Activities for children of all ages to look at, talk about and make their own discoveries about art.
As you explore this resource please keep in mind that there are no wrong answers, or that there is only one way to do the activities - they are all about looking, chatting, making, and exploring art, wherever you are and whatever you have around you.
You know your child best
Some activities may suit you better than others so pick and choose!
We’ve aimed the language at age 7+, but activities can be suitable for any age, just adapt to suit your child.
How long your child engages with the activity will vary. Depending on their age, the way they’re feeling that day, the immediate appeal of any activity... some will work better than others. Don't worry if they're not feeling it - try again another time, or move on to something else. You might be surprised by what they're interested in.

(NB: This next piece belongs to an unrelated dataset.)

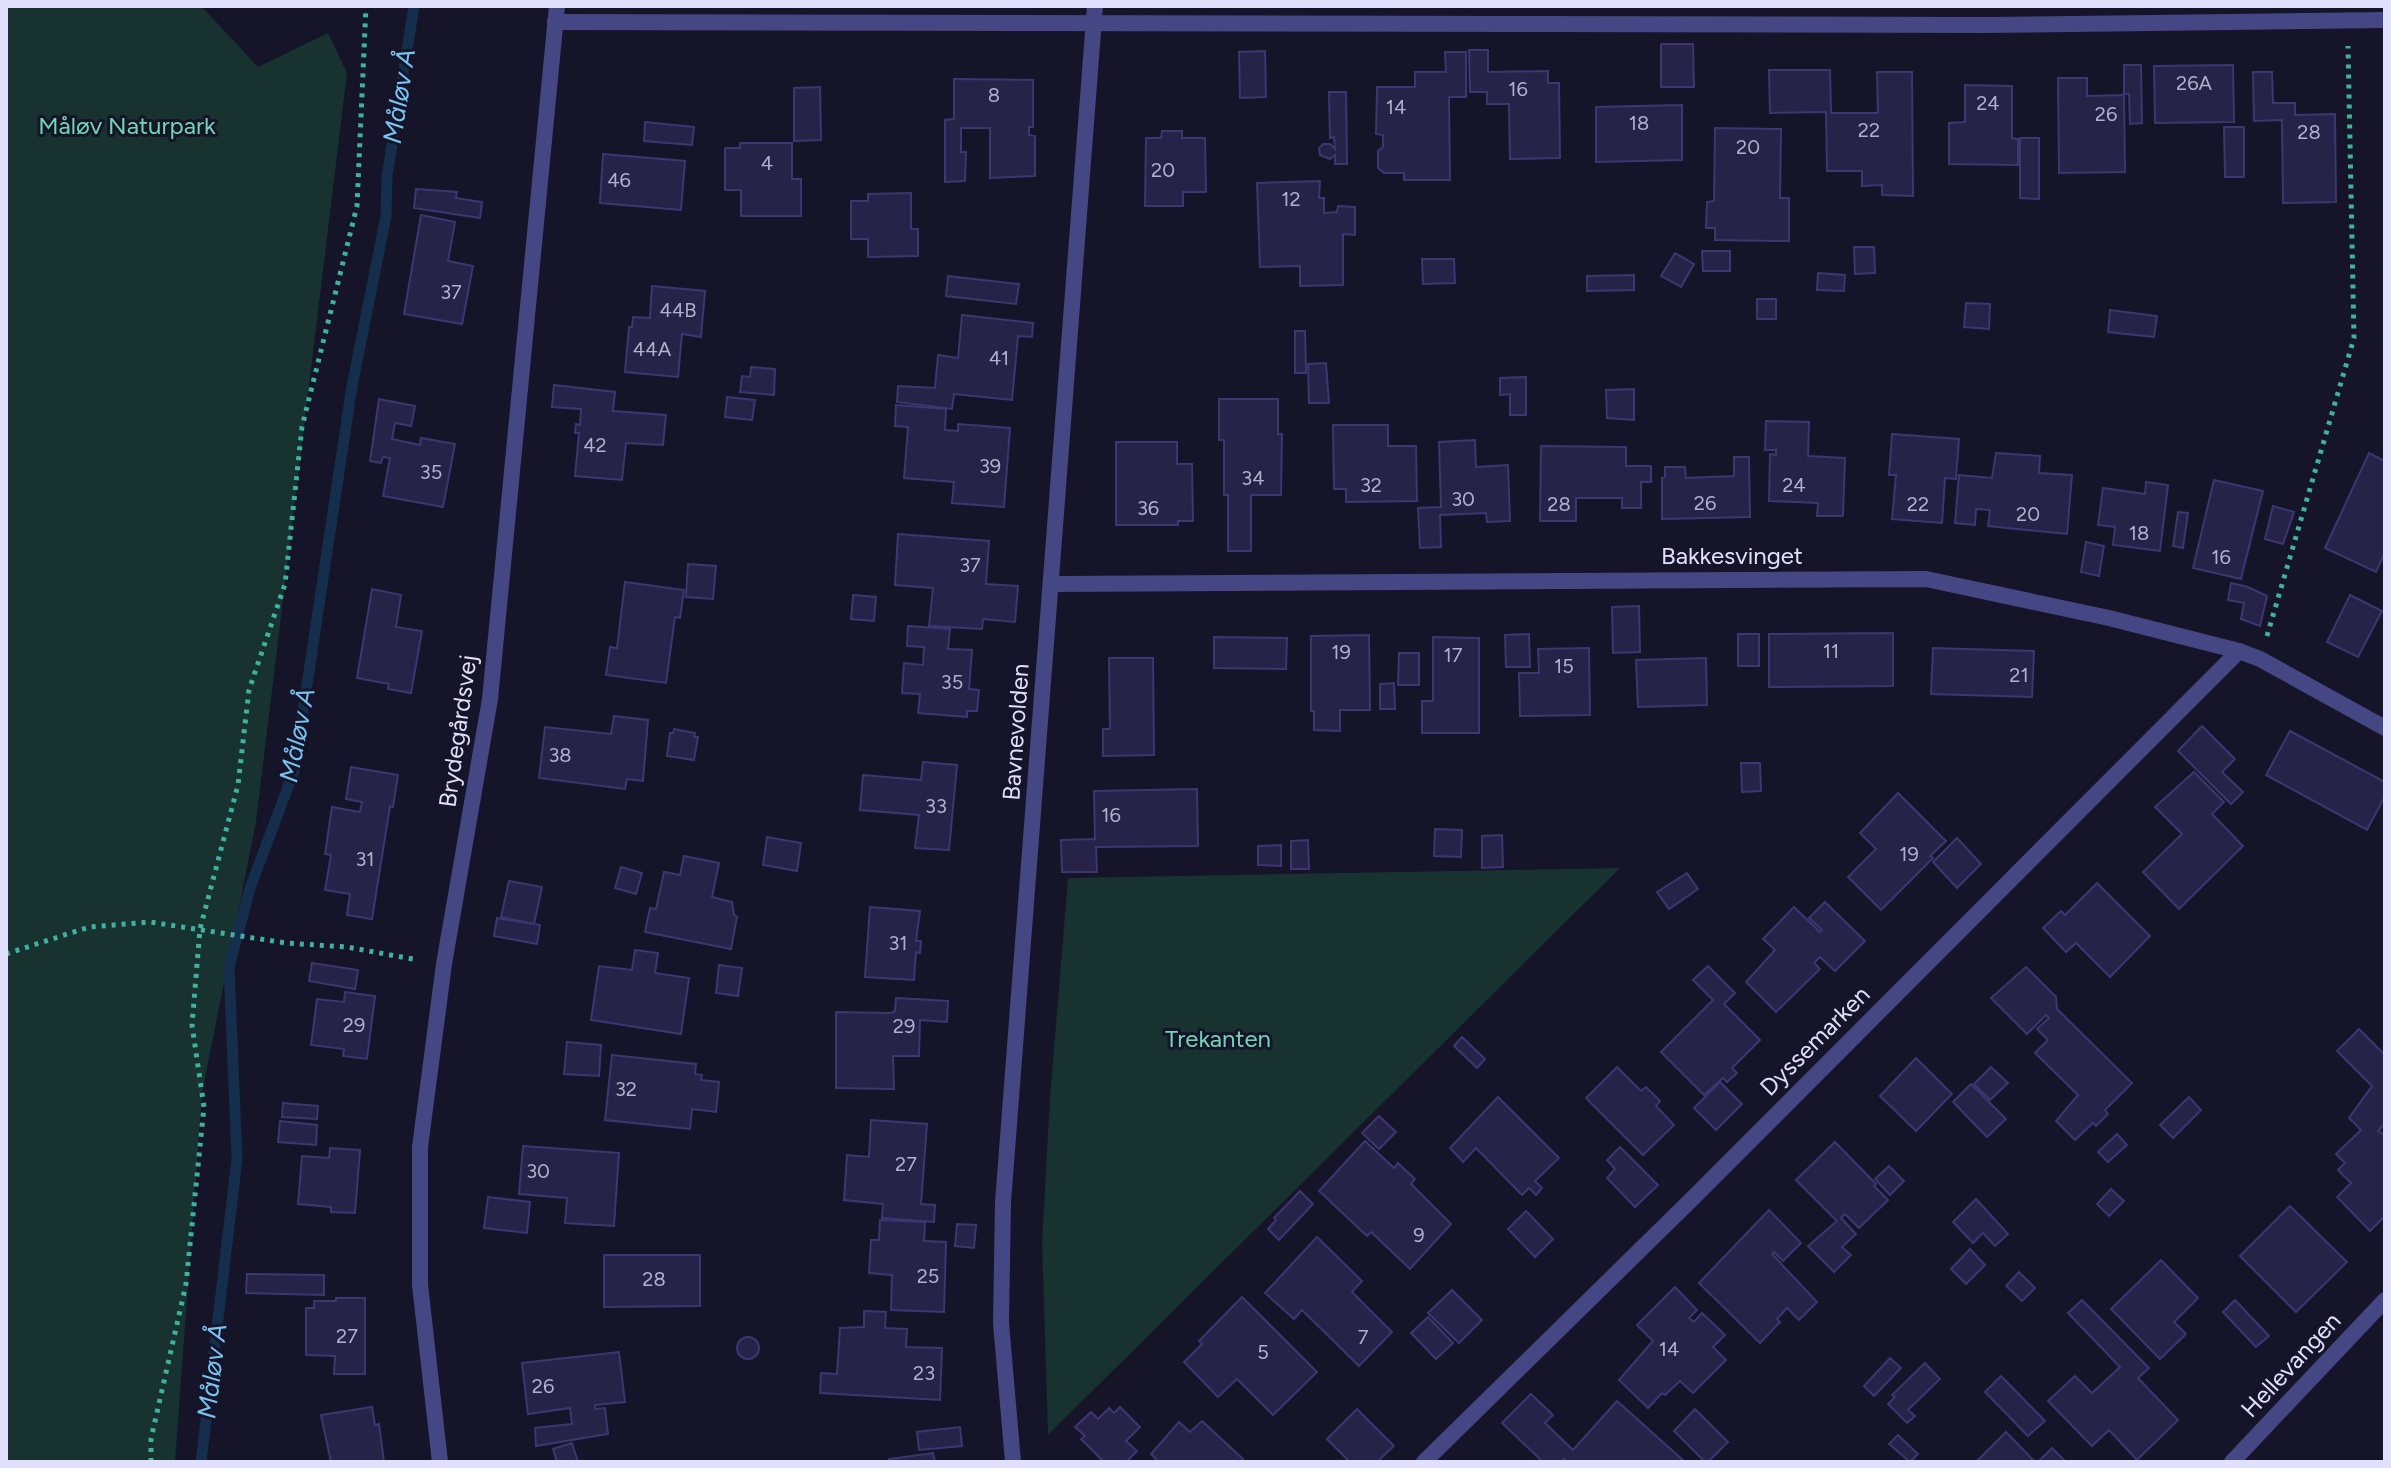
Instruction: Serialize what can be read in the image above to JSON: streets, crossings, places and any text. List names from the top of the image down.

We hope these suggestions will allow your child to develop their creativity by encouraging their curiosity, open mindedness, problem-solving and imagination.
You don’t need to know anything about art to have fun with it. Encourage your child to share their ideas, observations and opinions. There’s never a wrong answer about art. And it's ok not to know all the answers. Nobody does. Where would the fun be in that?
If something worked, do it again!
Let your child lead
You don’t need to have all the ideas. In fact, if you really want your child to be creative, encouraging them to come up with their own ideas is a brilliant way to help your child be creative and explore their imagination.
Try to enjoy, together
Take a deep breath, you’re doing a brilliant job. Let us know if we can support you - we can't wait to see you in the gallery, as soon as we can.
River Avon Mud Fingerprints Spiral
These activities revolve around the natural world. They’re inspired by the artist Richard Long, who often uses nature as the subject AND as the material when he makes art. His fascinating creations take on many different forms, including photographs, maps, pieces of writing, sculptures, walks, and mud-patterns such as the one pictured here.
The activities below include mud painting, spiral finding, map drawing, and bangle making. They bring with them the health benefits that come from both engaging with nature and being creative!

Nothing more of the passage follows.